In the past year SecureAuth was named to the Red Herring North America 100 and the Red Herring Global 100 list. A distinction honoring the most promising private technology ventures. You can read about it here.
Why is this important? The bad guys that want to steal identities and your data are very creative, they are always trying new things to trick employees into giving up their login information. And I hate to say it, but they are good at it. There is so much information online about your employees that crafting a legitimate looking email and getting employees to open it is not very hard. If they open something containing malware – you are in trouble. Malware can log keystrokes and report back to the bad guys. So now they have real user credentials.
If someone has stolen credentials from your employees, and is using them to log in to your network and snoop around, what can you do? Innovation in your security strategy is key.

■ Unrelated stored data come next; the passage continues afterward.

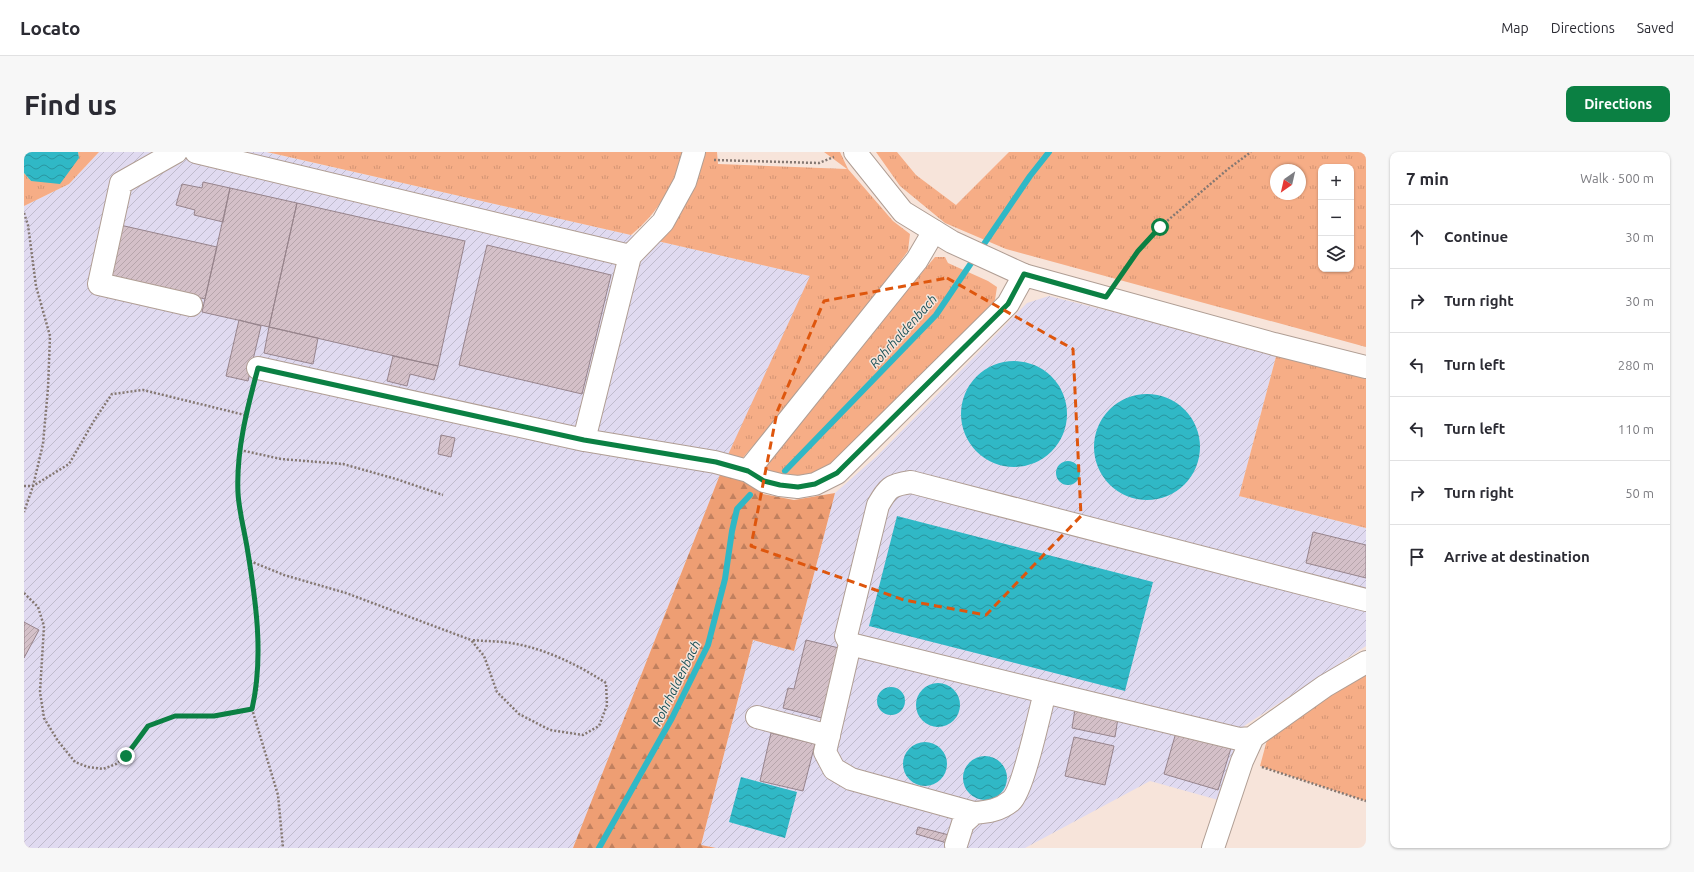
<!DOCTYPE html>
<html lang="en">
<head>
<meta charset="utf-8">
<style>
  :root { --surface:#fff; --page:#f7f7f7; --text:#2b2b33; --muted:#7c7c81; --line:#e1e1e2; --accent:#0b8043 }
  body { margin:0; font-family:Ubuntu,sans-serif; background:var(--page); color:var(--text) }
  .controls { position:absolute; right:12px; top:12px; display:grid; overflow:hidden; border-radius:8px; box-shadow:0 1px 3px #0004 }
  .controls button { width:36px; height:36px; display:grid; place-items:center; padding:0; border:0; border-bottom:1px solid var(--line); background:var(--surface); color:var(--text); font:20px sans-serif }
  .compass { position:absolute; left:1246px; top:12px; width:36px; height:36px; border-radius:50%; background:var(--surface); box-shadow:0 1px 3px #0004; rotate:214deg }
  .stop { position:absolute; width:12px; height:12px; margin:-9px; border:3px solid #0b8043; border-radius:50%; background:#fff }
  .stop.end { background:#0b8043; border-color:#fff; box-shadow:0 1px 4px #0008 }
  .list { margin:0; padding:0; list-style:none }
  h2 { display:flex; justify-content:space-between; align-items:center; height:52px; margin:0; padding:0 16px; font-size:17px }
  h2 small { font-size:13px; font-weight:400; color:var(--muted) }
  .list li { display:grid; grid-template-columns:26px 1fr auto; gap:12px; align-items:center; box-sizing:border-box; height:64px; padding:0 16px; border-top:1px solid var(--line) }
  .list b { display:block; font-size:15px; white-space:nowrap }
  .list em { font-size:13px; font-style:normal; color:var(--muted) }
  .icon { flex:none; width:22px; height:22px; fill:none; stroke:currentColor; stroke-width:2; stroke-linecap:round; stroke-linejoin:round }
  .map { position:relative; flex:none; width:1342px; height:696px; overflow:hidden; border-radius:8px }
  header { display:flex; align-items:center; gap:24px; box-sizing:border-box; height:56px; padding:0 20px; background:var(--surface); border-bottom:1px solid var(--line) }
  header strong { font-size:19px }
  nav { display:flex; gap:22px; margin-inline-start:auto; font-size:14px }
  .intro { display:flex; align-items:center; justify-content:space-between; box-sizing:border-box; height:96px; padding:0 24px }
  h1 { margin:0; font-size:28px }
  .button { padding:10px 18px; border-radius:8px; background:var(--accent); color:#fff; font-size:14px; font-weight:700 }
  main { display:flex; gap:24px; padding:0 24px }
  aside { flex:1; background:var(--surface); border-radius:8px; box-shadow:0 1px 3px #0004 }
  .map>svg:first-child { display:block }
  .industrial { fill:url(#industrial-furrows) }
  .grass { fill:url(#grass-tufts); fill-rule:evenodd }
  .forest { fill:url(#forest-firs) }
  .water { fill:url(#water-waves) }
  .lines { fill:none; stroke-linecap:round; stroke-linejoin:round }
  .stream { stroke:#30b8c6; stroke-width:6 }
  .building { fill:url(#building-hatch); stroke:#97848c }
  .minor-casing { stroke:#b09e94; stroke-width:24 }
  .major-casing { stroke:#b09e94; stroke-width:24 }
  .path { stroke:#857872; stroke-width:2.5; stroke-dasharray:2 2; stroke-linecap:butt }
  .minor { stroke:#fff; stroke-width:22 }
  .major { stroke:#fff; stroke-width:22 }
  .route { stroke:#0b8043; stroke-width:5 }
  .marked { fill:none; stroke:#de560d; stroke-width:3; stroke-dasharray:8 5; stroke-linejoin:round }
  .labels { text-anchor:middle; dominant-baseline:central; stroke-width:3; stroke-linejoin:round; paint-order:stroke }
  .water-label { font-size:13px; font-style:italic; fill:#1a5157; stroke:#f7e4da }
</style>
</head>
<body>
<header>
<strong>Locato</strong>
<nav><a>Map</a><a>Directions</a><a>Saved</a></nav>
</header>
<div class="intro"><h1>Find us</h1><a class="button">Directions</a></div>
<main>
<div class="map">
<svg width="1342" height="696" viewBox="0 0 1342 696">
  <defs>
    <pattern id="industrial-furrows" width="10" height="10" patternUnits="userSpaceOnUse"><rect width="10" height="10" fill="#e0daf0"/><path d="M-1 1l2-2M0 10L10 0M9 11l2-2" fill="none" stroke="#c0bbcd"/></pattern>
    <pattern id="grass-tufts" width="24" height="20" patternUnits="userSpaceOnUse"><rect width="24" height="20" fill="#f6ad86"/><path d="M3 7l-1-3M5 7V3M7 7l1-3M15 17l-1-3M17 17v-4M19 17l1-3" fill="none" stroke="#d39473"/></pattern>
    <pattern id="forest-firs" width="22" height="20" patternUnits="userSpaceOnUse"><rect width="22" height="20" fill="#ee9e73"/><path d="M5 1l3.5 6h-7zM16 11l3.5 6h-7z" fill="#c1805e"/></pattern>
    <pattern id="water-waves" width="16" height="10" patternUnits="userSpaceOnUse"><rect width="16" height="10" fill="#30b8c6"/><path d="M0 5q4-4 8 0t8 0" fill="none" stroke="#2995a0"/></pattern>
    <pattern id="building-hatch" width="6" height="6" patternUnits="userSpaceOnUse"><rect width="6" height="6" fill="#d4c0c8"/><path d="M-1 1l2-2M0 6l6-6M5 7l2-2" fill="none" stroke="#b6a5ab"/></pattern>
  </defs>
  <rect width="100%" height="100%" fill="#f7e4da"/>
  <!-- industrial -->
  <path class="industrial" d="M75 0H242L787 124 697 320 549 696H0V54L45 32Z
    M1025 144 1253 201 1215 344 1342 376V494L1220 574 1198 649 1126 629 1001 696H692L677 693 729 488 770 499 811 341 853 304 1003 151Z"/>
  <!-- grass -->
  <path class="grass" d="M54 0H75L45 32 0 54V21L7 29 55 6Z
    M243 0H661C650 33 634 61 607 83Z
    M675 0H693L694 12 823 17 800 0H816L824 17 869 69 886 82 884 99 799 214 716 309 702 307 786 124 629 88Z
    M852 0H873L892 23 932 53 985 0H1342V195L982 97 921 71 876 34ZM1297 15H1327V117H1297ZM1252 18H1276V42H1252Z
    M911 105H921L924 111 964 129 973 135 971 148 879 244 811 310 775 328 739 320 736 312Z
    M1253 201 1342 224V376L1215 344Z
    M1342 520V649L1236 614 1243 588 1305 541Z"/>
  <!-- forest -->
  <path class="forest" d="M697 320 720 329 739 342 770 348 811 341 770 499 729 488 677 693 692 696H549Z"/>
  <!-- water -->
  <path class="water" d="M0 0H54L55 6 36 32 7 29 0 21Z
    M937 262a53 53 0 1 1 106 0a53 53 0 1 1-106 0Z
    M1070 295a53 53 0 1 1 106 0a53 53 0 1 1-106 0Z
    M1032 321a12 12 0 1 1 24 0a12 12 0 1 1-24 0Z
    M873 364 1129 430 1101 539 845 474Z
    M892 553a22 22 0 1 1 44 0a22 22 0 1 1-44 0Z
    M853 549a14 14 0 1 1 28 0a14 14 0 1 1-28 0Z
    M879 612a22 22 0 1 1 44 0a22 22 0 1 1-44 0Z
    M939 626a22 22 0 1 1 44 0a22 22 0 1 1-44 0Z
    M717 625 773 640 761 686 705 670Z"/>
  <g class="lines">
    <!-- stream -->
    <path class="stream" d="M761 319 912 163 1006 24 1025 0
      M575 696 648 566 684 493 701 427 708 379 713 357 726 343"/>
  </g>
  <!-- building -->
  <path class="building" d="M179 30 206 36 199 70 170 63 171 58 152 53 158 32 178 36Z
    M206 36 273 51 245 175 178 160Z
    M273 51 441 89 414 214 245 175Z
    M96 73 193 95 181 147 85 125Z
    M463 93 587 123 558 242 435 213Z
    M215 168 237 174 224 229 202 224Z
    M245 175 294 186 289 212 240 201Z
    M369 204 414 214 410 228 386 222 383 234 363 229Z
    M417 283 431 286 427 305 414 302Z
    M1289 380 1342 393V426L1282 411Z
    M0 470 15 478 0 506Z
    M782 488 815 496 798 566 759 556 764 536 770 537Z
    M1051 557 1094 566 1091 585 1048 576Z
    M1153 577 1208 593 1194 638 1140 622Z
    M747 581 791 592 779 639 736 629Z
    M1050 585 1090 594 1081 633 1041 624Z
    M894 675 925 683 923 691 892 682Z"/>
  <g class="lines">
    <defs>
      <path id="minor" d="M152 0 97 31 75 132 167 153
        M172 0 606 104
        M670 0 661 30 639 70 606 104 560 288 691 310 724 319 740 329 756 333 774 335 791 332 813 321 984 152 1000 123 1250 192 1342 215
        M234 216 560 288
        M724 319 893 108 910 79
        M826 492 822 484 854 353C864 336 866 333 887 330L1342 448
        M1021 540C1016 559 999 639 987 649 976 658 964 660 950 661L827 627 810 617 801 600 826 492C956 524 1085 556 1215 587L1228 586
        M733 565 805 584
        M932 693 939 671 950 661
        M1189 696 1218 609 1229 585 1301 534 1342 510"/>
      <path id="major" d="M831 0 879 60 928 90 1000 123"/>
    </defs>
    <!-- minor casing -->
    <use href="#minor" class="minor-casing"/>
    <!-- major casing -->
    <use href="#major" class="major-casing"/>
    <!-- path -->
    <path class="path" d="M690 8 795 11 810 5
      M0 61 4 73 12 134 26 184 24 236 19 292 9 334 0 360
      M1095 127 1114 99 1136 75 1204 17 1227 0
      M221 263 216 298 214 341 229 430 235 489 233 538 228 557 254 643 259 696
      M216 298 257 307 319 312 372 327 419 343
      M0 334H9L45 312 71 267 88 242 119 238 221 263 228 236
      M226 409 260 423 322 441 447 488 460 504 473 540 495 562 526 578 559 583 575 574 583 553 582 531C551 511 516 494 479 490 468 489 458 489 447 488
      M0 441 14 455 20 474 16 540 20 566 34 589 51 610 64 615 79 617 92 612 102 604 124 574 151 564H190L228 557
      M1238 615 1342 649"/>
    <!-- minor -->
    <use href="#minor" class="minor"/>
    <!-- major -->
    <use href="#major" class="major"/>
  </g>
  <g class="lines">
    <!-- route -->
    <path class="route" d="M102 604 124 574 151 564H190L228 557C240 504 232 449 223 395 220 377 215 359 214 341 212 299 223 257 234 216L560 288 692 310 724 319 740 329 756 333 774 335 791 332 813 321 984 152 1000 122 1082 145 1114 99 1136 75"/>
  </g>
  <!-- marked area -->
  <path class="marked" d="M923 126 1049 197 1057 364 962 463 880 448 727 394 753 260 800 149Z"/>
  <g class="labels">
    <!-- water labels -->
    <g class="water-label">
      <text transform="translate(879 179) rotate(-48)">Rohrhaldenbach</text>
      <text transform="translate(652 531) rotate(-64)">Rohrhaldenbach</text>
    </g>
  </g>
</svg>
<div class="controls">
<button>+</button>
<button>−</button>
<button><svg class="icon" aria-label="layers" viewBox="0 0 24 24"><path d="M12 4l9 5-9 5-9-5zM3 14l9 5 9-5"/></svg></button>
</div>
<svg class="compass" viewBox="-18 -18 36 36"><path d="M0-13l5 13h-10z" fill="#e53935"/><path d="M0 13l5-13h-10z" fill="#7c7c81"/></svg>
<div class="stop" style="left:1136px;top:75px"></div>
<div class="stop end" style="left:102px;top:604px"></div>
</div>
<aside>
<h2>7 min<small>Walk · 500 m</small></h2>
<ul class="list">
<li><svg class="icon" aria-label="ahead" viewBox="0 0 24 24"><path d="M12 20V5M6 11l6-6 6 6"/></svg><div><b>Continue</b></div><em>30 m</em></li>
<li><svg class="icon" aria-label="right" viewBox="0 0 24 24"><path d="M7 20v-9h11M14 6l5 5-5 5"/></svg><div><b>Turn right</b></div><em>30 m</em></li>
<li><svg class="icon" aria-label="left" viewBox="0 0 24 24"><path d="M17 20v-9H6M10 6l-5 5 5 5"/></svg><div><b>Turn left</b></div><em>280 m</em></li>
<li><svg class="icon" aria-label="left" viewBox="0 0 24 24"><path d="M17 20v-9H6M10 6l-5 5 5 5"/></svg><div><b>Turn left</b></div><em>110 m</em></li>
<li><svg class="icon" aria-label="right" viewBox="0 0 24 24"><path d="M7 20v-9h11M14 6l5 5-5 5"/></svg><div><b>Turn right</b></div><em>50 m</em></li>
<li><svg class="icon" aria-label="arrive" viewBox="0 0 24 24"><path d="M6 21V4h12l-3 4 3 4H6"/></svg><div><b>Arrive at destination</b></div></li>
</ul>
</aside>
</main>
</body>
</html>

SecureAuth IdP’s adaptive authentication provides an innovative approach to this problem by examining the context of the login: when did the employee last login? Where did they login from? What device were they using? Have they ever used it to login before?

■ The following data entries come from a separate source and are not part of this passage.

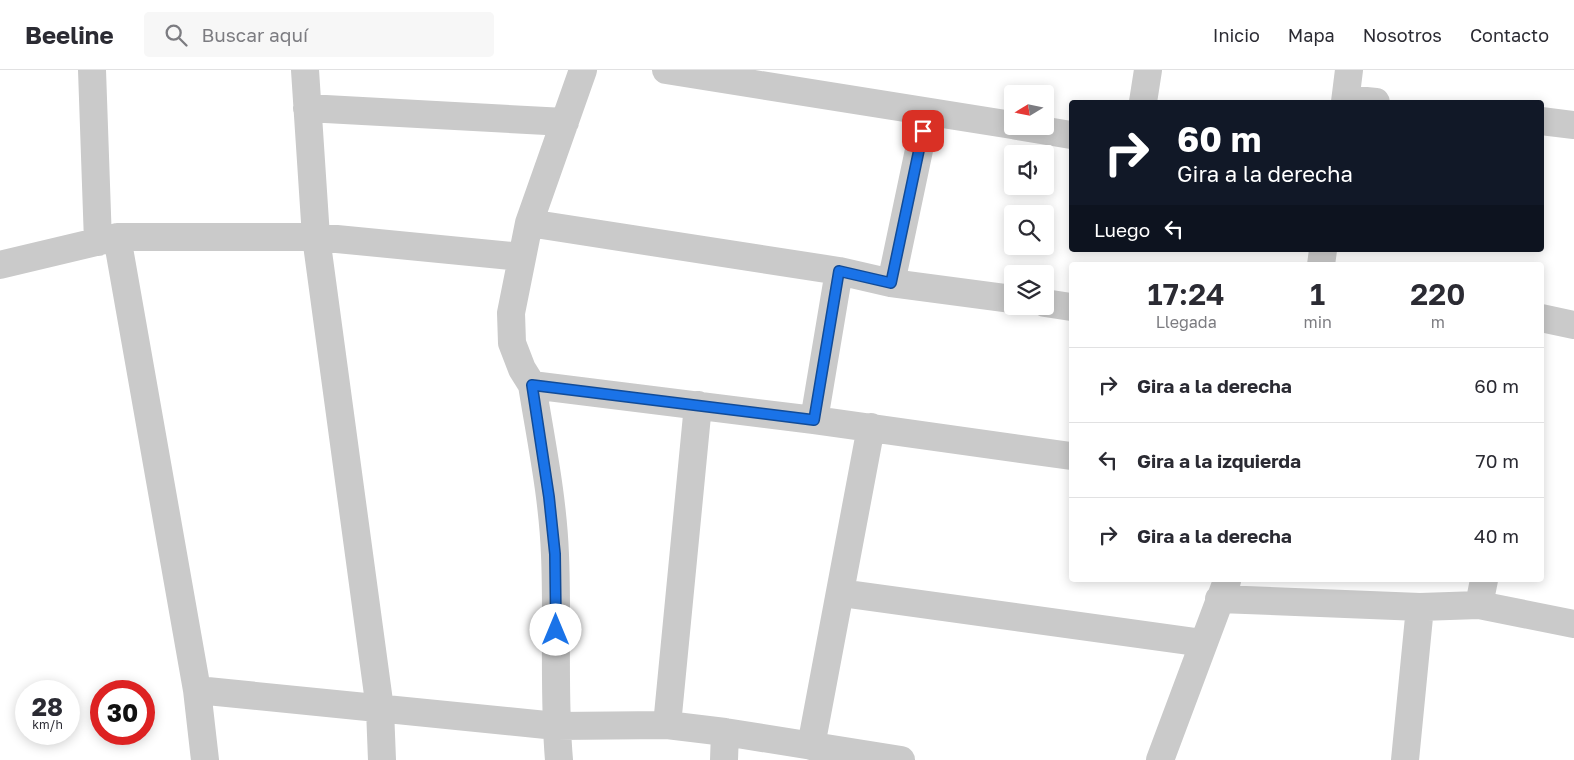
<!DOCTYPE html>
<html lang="es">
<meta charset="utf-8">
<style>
:root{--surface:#fff;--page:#f7f7f7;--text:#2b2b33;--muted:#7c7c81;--line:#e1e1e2}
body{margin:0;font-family:"Golos Text",sans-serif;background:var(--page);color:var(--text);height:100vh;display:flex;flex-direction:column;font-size:19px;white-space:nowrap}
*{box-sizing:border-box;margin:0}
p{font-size:16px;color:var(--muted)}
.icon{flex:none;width:28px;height:28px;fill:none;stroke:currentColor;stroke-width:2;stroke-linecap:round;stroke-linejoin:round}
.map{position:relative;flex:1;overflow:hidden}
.sheet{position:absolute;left:1069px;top:192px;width:475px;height:320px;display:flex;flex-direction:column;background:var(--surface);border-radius:5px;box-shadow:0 2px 12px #0003}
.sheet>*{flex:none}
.hud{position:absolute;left:1069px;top:30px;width:475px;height:152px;border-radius:5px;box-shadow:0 2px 12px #0003;background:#111827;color:#fff;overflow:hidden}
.needle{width:32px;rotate:260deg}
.tools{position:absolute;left:1004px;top:15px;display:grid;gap:10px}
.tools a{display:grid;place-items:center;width:50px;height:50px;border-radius:5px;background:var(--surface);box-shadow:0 2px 12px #0003;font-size:25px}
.speed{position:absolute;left:15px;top:610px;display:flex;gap:10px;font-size:25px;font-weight:700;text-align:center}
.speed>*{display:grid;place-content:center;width:65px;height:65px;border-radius:50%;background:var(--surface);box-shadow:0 2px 12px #0003;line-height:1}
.speed small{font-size:12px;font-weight:400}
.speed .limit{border:8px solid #d22;background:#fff;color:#111}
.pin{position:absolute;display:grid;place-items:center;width:42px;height:42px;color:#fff;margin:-21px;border-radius:10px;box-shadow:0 2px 8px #0006}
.me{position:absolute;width:55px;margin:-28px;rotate:0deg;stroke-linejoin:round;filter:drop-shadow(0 0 4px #0008)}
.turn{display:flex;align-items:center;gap:18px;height:105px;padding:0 25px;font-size:22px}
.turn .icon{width:65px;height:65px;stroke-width:2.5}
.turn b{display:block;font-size:35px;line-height:42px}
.then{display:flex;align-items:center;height:48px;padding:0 25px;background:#0003;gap:10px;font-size:19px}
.eta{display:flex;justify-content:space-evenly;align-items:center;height:85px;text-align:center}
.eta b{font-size:30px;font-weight:600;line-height:35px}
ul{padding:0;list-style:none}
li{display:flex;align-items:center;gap:15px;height:75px;padding:0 25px;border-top:1px solid var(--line)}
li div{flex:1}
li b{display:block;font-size:19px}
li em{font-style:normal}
header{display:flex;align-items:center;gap:30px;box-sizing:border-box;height:70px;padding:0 25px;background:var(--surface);border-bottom:1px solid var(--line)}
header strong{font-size:24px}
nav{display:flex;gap:28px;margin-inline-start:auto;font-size:18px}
.search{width:350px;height:45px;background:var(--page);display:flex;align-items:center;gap:12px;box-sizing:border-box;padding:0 18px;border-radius:5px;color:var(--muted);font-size:19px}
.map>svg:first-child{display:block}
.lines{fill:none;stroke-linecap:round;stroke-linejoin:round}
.minor{stroke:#cacaca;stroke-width:28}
.route-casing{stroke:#114b97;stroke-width:12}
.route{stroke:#1a73e8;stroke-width:9}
</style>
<header>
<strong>Beeline</strong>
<div class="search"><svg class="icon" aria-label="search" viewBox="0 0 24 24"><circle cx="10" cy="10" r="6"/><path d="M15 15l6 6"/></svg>Buscar aquí</div>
<nav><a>Inicio</a><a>Mapa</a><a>Nosotros</a><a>Contacto</a></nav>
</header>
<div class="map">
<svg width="1574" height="690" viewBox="0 0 1574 690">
<rect width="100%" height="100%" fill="#fff"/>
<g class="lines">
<path class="minor" d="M92 0 98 172
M305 0 316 167 380 639 382 690
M666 0 1012 55
M1346 29 1376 32
M1143 32 1148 0
M1345 32 1349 0
M307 38 565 52
M1541 51 1574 55
M1017 56 1071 65
M529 153 839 201 891 213 1012 229
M117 167 197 620 205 690
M0 195 117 167H316L522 187
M1321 195 1323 180
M891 213 927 42
M1045 233 1071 237
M1541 248 1574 255
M532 315 814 350 1071 386
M814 350 839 201
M841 523 1203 573
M1219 529 1420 537 1479 535 1574 554
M1479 535 1484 510
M197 620 556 656 667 655 725 662 901 690
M667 655 698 335
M811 676 871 357
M559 690C553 622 558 553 555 485 553 428 541 371 532 315L522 299 512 273 511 243 529 153 583 0
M724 690 725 662
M1160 690 1227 511
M1405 690 1420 537"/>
</g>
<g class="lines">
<defs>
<path id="route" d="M556 560 555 484 549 427 532 315 814 350 839 201 891 213 923 61"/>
</defs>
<use href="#route" class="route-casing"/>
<use href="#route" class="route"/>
</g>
</svg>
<div class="tools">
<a><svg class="needle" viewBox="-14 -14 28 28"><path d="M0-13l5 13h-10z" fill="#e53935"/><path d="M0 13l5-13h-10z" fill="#7c7c81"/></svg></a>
<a><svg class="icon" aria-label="sound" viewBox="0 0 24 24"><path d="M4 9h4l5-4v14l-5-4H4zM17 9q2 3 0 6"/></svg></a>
<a><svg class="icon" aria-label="search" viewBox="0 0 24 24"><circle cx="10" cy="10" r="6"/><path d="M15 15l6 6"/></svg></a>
<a><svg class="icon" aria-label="layers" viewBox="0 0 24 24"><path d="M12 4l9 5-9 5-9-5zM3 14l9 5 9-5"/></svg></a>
</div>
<div class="speed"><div>28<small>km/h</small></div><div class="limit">30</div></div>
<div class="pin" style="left:923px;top:61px;background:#d93025"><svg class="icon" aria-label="arrive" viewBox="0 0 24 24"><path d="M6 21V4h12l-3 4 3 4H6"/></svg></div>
<svg class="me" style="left:556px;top:560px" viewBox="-20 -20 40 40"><circle r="19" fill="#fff"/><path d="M0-13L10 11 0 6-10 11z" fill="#1a73e8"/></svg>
<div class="hud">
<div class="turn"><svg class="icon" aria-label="right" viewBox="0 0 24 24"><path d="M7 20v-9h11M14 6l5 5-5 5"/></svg><div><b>60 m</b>Gira a la derecha</div></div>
<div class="then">Luego<svg class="icon" aria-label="left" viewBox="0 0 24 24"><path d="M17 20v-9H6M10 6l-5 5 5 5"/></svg></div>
</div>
<section class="sheet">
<div class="eta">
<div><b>17:24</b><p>Llegada</p></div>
<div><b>1</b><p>min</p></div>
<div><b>220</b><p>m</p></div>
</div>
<ul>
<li><svg class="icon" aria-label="right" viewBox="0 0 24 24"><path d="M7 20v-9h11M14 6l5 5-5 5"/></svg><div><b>Gira a la derecha</b></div><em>60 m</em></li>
<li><svg class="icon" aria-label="left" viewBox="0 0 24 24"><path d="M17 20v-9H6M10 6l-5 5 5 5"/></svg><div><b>Gira a la izquierda</b></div><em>70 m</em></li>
<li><svg class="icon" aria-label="right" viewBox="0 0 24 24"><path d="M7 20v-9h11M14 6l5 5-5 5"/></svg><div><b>Gira a la derecha</b></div><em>40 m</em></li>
</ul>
</section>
</div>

In addition to looking at the context of the access, we can also assess the risk of the request by checking to see if they are logging in from an anonymous IP address or a TOR network via our partnership with Norse – who is also a RedHerring Global 100 awardee. Norse will determine the level of risk using a large number of data points and internet sources [check out http://maps.ipviking.com for a live attack map.]
If we don’t like the answers to any of these questions, we have options:
- We can challenge them by asking them to verify their identity using over 20 different second factor methods (SMS one time password, voice phone call, mobile one time password app, etc.).
- Or, we can redirect them to another URL,
- Or we can stop them from logging in all together.
Innovation is the key: no security is fool proof, and business systems will always have weaknesses, so you have to be more flexible, and more innovative in your approach to application security.